I move now to key reforms that have spun out of control under the Government. Universal credit was supposed to cut fraud and make work pay, but after five wasted years of this Government and more than half a billion pounds of taxpayers’ money spent, it is being paid to just 41,000 of the 1 million people who were supposed to be receiving it last April. The National Audit Office has identified a fortress mentality and a “good news” reporting culture in the Department as key factors behind this fiasco. Last summer, the Secretary of State promised an accelerated roll-out plan, but we have yet to see much evidence of it—things could not be going much slower.

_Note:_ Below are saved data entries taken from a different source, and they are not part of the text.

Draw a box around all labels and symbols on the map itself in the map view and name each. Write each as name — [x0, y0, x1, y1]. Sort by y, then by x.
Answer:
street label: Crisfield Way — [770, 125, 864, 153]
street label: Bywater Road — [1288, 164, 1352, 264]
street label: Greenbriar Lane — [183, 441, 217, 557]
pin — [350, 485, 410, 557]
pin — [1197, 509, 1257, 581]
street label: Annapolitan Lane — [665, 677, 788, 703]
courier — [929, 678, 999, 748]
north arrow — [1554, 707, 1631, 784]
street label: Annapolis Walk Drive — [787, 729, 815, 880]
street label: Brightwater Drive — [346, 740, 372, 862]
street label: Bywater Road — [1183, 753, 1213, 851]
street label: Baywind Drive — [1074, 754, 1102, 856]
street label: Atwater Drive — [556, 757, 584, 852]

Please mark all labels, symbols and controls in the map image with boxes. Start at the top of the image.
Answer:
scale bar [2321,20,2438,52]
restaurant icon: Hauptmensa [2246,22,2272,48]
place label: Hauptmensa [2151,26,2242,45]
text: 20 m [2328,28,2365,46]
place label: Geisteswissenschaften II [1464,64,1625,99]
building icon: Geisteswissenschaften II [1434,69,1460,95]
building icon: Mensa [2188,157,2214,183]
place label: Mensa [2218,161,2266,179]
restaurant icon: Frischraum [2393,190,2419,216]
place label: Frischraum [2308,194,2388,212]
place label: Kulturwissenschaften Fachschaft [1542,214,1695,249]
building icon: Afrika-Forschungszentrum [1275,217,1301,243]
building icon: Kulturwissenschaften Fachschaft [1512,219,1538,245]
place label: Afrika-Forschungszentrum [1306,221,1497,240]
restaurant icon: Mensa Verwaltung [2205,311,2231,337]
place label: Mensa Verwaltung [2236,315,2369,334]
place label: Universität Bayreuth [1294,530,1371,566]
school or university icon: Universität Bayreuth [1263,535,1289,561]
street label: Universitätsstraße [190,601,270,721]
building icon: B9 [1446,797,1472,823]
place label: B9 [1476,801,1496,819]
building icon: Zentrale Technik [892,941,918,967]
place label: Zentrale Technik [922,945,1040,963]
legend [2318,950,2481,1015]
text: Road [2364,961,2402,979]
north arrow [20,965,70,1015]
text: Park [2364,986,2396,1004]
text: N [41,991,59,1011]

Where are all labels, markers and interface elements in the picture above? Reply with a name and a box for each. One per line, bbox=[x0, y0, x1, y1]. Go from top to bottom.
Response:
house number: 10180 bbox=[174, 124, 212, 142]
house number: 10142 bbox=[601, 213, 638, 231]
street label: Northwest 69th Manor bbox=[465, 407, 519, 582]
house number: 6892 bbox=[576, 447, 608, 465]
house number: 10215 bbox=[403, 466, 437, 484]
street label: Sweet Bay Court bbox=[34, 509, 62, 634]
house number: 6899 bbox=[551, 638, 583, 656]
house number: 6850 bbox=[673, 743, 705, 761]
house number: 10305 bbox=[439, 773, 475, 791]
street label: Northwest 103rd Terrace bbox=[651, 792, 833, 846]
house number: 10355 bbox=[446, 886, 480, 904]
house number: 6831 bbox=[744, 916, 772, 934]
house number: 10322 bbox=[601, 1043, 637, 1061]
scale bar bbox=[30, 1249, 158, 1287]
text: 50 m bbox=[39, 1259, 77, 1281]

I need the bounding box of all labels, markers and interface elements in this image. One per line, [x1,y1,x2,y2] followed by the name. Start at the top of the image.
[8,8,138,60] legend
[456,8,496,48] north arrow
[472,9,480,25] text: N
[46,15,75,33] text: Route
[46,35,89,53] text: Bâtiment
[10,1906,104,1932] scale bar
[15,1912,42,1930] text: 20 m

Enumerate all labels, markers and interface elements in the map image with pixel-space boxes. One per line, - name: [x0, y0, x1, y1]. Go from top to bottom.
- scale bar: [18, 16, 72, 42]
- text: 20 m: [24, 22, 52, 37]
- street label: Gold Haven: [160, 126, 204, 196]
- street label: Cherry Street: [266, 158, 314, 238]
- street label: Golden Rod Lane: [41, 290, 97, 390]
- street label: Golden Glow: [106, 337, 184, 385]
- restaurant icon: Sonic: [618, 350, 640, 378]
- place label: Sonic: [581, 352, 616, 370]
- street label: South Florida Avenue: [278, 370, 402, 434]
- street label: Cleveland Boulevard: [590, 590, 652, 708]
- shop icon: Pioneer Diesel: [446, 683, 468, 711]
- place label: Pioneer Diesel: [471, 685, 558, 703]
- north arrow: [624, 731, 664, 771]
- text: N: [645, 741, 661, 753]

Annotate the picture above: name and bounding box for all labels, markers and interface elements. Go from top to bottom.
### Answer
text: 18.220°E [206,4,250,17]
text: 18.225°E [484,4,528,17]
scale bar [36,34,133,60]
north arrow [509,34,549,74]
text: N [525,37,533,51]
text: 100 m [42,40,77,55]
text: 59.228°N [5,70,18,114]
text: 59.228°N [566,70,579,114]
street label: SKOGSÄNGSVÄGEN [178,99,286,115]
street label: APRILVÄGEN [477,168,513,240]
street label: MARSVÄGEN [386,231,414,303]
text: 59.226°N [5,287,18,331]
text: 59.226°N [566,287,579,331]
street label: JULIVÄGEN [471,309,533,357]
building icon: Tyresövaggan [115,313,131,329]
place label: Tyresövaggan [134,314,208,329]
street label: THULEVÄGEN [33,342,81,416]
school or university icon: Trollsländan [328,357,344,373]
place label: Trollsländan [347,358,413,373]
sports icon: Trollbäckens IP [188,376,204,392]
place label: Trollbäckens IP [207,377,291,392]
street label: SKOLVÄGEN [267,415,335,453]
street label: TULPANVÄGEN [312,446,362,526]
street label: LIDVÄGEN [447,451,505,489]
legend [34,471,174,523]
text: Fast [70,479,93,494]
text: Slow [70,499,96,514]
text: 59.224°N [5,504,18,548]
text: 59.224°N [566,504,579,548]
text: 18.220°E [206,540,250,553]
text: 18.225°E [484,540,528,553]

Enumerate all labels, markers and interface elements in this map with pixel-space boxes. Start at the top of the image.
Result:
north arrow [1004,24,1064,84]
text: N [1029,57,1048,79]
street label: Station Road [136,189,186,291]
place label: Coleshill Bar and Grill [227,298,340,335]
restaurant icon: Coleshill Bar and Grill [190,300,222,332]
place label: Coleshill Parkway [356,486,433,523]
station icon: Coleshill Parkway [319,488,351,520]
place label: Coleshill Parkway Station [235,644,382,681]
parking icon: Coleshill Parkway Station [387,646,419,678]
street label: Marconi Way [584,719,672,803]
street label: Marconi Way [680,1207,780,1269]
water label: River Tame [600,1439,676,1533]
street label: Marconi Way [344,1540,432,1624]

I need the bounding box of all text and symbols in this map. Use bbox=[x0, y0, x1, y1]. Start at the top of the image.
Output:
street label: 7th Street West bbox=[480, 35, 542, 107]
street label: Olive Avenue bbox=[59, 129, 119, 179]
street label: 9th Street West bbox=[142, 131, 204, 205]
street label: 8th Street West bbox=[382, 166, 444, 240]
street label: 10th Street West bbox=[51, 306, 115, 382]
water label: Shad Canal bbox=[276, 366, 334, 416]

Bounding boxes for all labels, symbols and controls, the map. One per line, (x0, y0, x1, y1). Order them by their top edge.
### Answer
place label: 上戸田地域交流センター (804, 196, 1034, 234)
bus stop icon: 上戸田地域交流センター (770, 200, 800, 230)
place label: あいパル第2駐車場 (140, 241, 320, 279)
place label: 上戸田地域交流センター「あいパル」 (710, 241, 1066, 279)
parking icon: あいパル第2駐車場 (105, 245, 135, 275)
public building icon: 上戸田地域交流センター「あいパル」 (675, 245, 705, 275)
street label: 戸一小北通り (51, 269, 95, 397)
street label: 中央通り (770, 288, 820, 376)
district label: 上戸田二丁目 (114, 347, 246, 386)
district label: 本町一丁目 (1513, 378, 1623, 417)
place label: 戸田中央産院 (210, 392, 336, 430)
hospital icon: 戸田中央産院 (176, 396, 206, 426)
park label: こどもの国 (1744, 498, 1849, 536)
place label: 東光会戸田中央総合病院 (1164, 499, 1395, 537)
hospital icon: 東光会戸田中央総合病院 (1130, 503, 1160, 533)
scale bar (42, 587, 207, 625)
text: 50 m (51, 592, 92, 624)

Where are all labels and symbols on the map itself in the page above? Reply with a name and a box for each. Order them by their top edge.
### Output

The Work programme—another failed programme—was the Government’s belated and inadequate replacement for the future jobs fund they scrapped, but it has failed to tackle long-term unemployment. Indeed, the number of long-term unemployed people has risen by a staggering 49% since 2010. It still sends more people back to sign on at the jobcentre after two years than it places in a job and has made no impact on the disadvantaged and high-risk unemployment faced by over-50s and disabled people. The introduction of personal independence payments has also been a complete and utter shambles, leaving sick and disabled people waiting months on end for support, while total spending has gone over budget by more than £2 billion. The roll-out of employment and support allowance was supposed to deliver big savings by helping more disabled people into work, but just 8% of people on ESA have been helped into work by the Work programme. Furthermore, analysis by the House of Commons Library shows that the Secretary of State has spent £8.6 billion more than he said he would on ESA. What a mess and what a waste—five years of Tory welfare waste we needed this Budget to put an end to.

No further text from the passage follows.